I think if BRT is going to be used, we might want to look at a project in San Diego, CA scheduled to open this year with BRT running in express/HOT (high occupancy or toll) lanes running in the median of I-15. If you want to bypass traffic, you either need to carpool, take BRT, or pay a toll. The toll is determined at a rate to keep the lanes moving at about the speed limit, reasoning that many people who will pay $2.00 to save 10 minutes won’t spend $8.00 to save 15.
In this setup BRT/HOT lanes could probably be added from I-5 down to near the existing Interstate Max line. It would likely cost about the same as LRT to and through Clark County.
A huge advantage is that the toll payers can help finance the project as well, and it would add an express lane in each direction bypassing the current interchange problems. It’s a great way to increase capacity without a huge price tag.
I know tolls aren’t popular, but removing the tolled vehicles from the main lanes should help free them up also. If there’s a clause that they can’t remove any free lanes, it seems like it would work to serve the most people at the lowest long term cost.
If there’s a clause that they can’t remove any free lanes
I don’t think there are going to be any free lanes. The only reasonable way to finance the local match is by tolling the bridge.
“Taxpayer subsidies for any transit option must end on the Oregon side of the Columbia Riverbank.”
Why? The taxpayer subsidies for non-transit options doesn’t end at the Oregon side.
Or do you mean Oregon subsidies must not be used in Washington?
One thing I always like to point out is that people simply like trains better. I know many people in the suburbs who use MAX to get to work, but before MAX was available they drove because they just simply do not like riding a bus.
For many people a bus is the worst of both worlds. You have to wait for the bus, make transfers, and sit in crowds. And you are still stuck in traffic.
Trains ride smoother, have dedicated ROW usually, and generally are PERCEIVED as being more reliable.
How about the mayor of Vancouver put light rail back for a vote in Vancouver (an actual LRV line that extends beyond downtown Vancouver).
If it passes, we move LRT forward.
If it fails, that means if MAX were extended it’d be a really expensive expansion just to dead end, so there’d be no point in building it.
We can study it for a zillion years, but someone has to pay for it. Should we waste time, energy and money on studies that the public shows no willingness to fund? The last time I checked it wasn’t my responsibility to move transit into Washington (I am a Tualatin resident and a resident of the TriMet boundaries). TriMet’s mission isn’t to do a dime for Clark County, and the only reason it does what it does (the line 6) is because C-Tran pays TriMet to do it.
The alternative is to create a bi-state transit agency (along the lines of PANY-NJ). Which, also requires voter approval.
How about the mayor of Vancouver put light rail back for a vote in Vancouver (an actual LRV line that extends beyond downtown Vancouver).

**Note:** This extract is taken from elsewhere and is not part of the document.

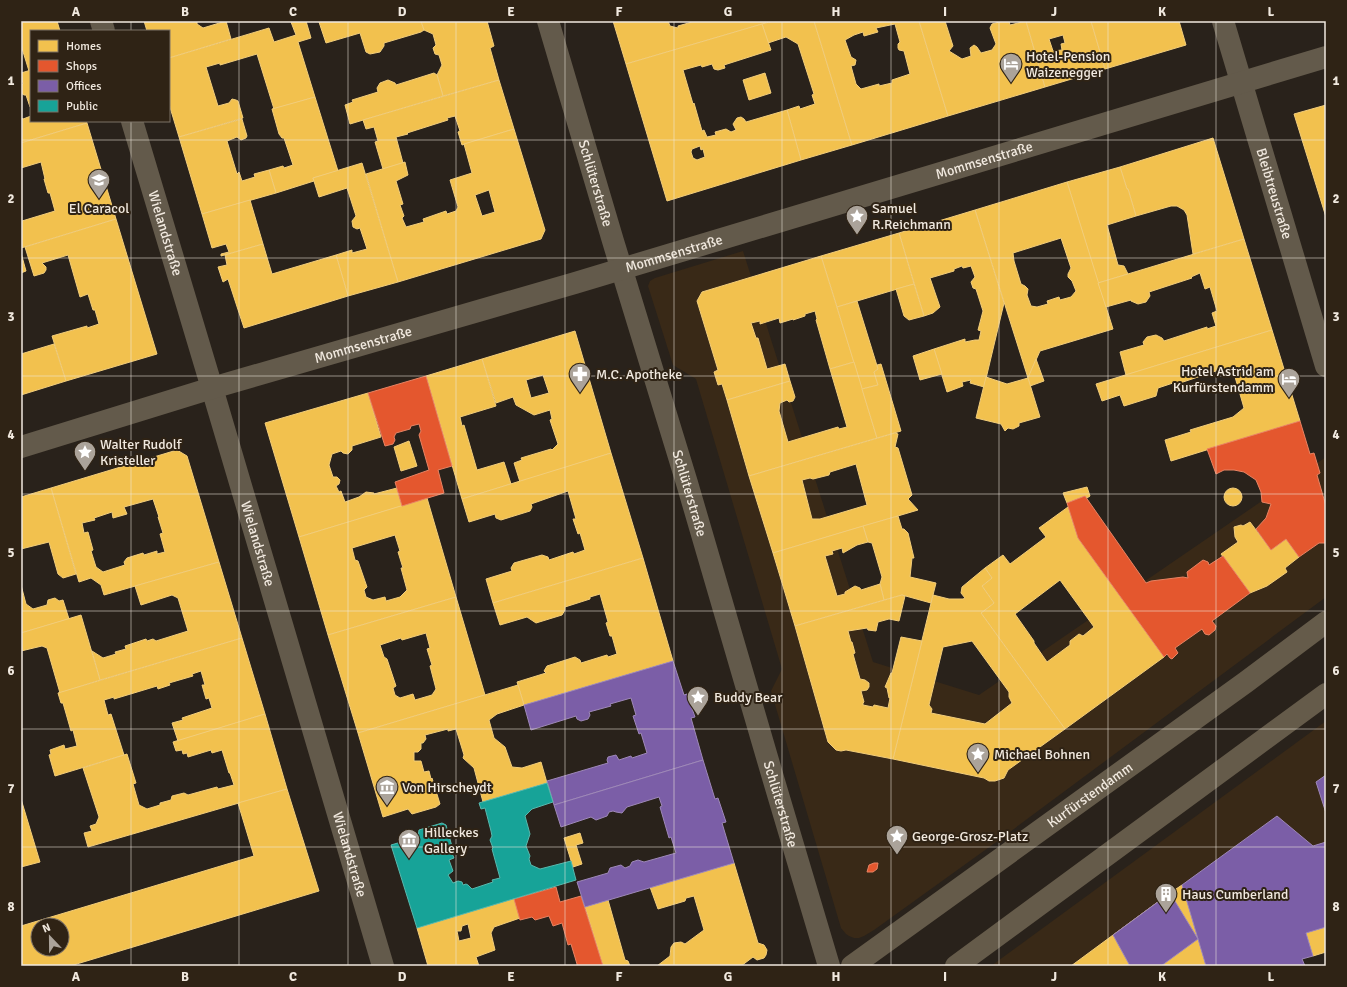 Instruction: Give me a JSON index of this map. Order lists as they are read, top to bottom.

I think this hits the nail on the head. For light rail to be useful, there needs to be political will on the Clark County side of the river. And that extends beyond putting light rail on the bridge. They need to integrate the rest of their transportation and land use decisions into the region as well.
They created seven freeway lanes ending at a 3 lane bridge. There is little reason to think they will resist adding more lanes if the capacity is there to get people across the river. Until there is some evidence that Vancouver is going to develop a robust transit system with the dense development patterns that requires, just extending light rail across the river to Vancouver won’t fix much.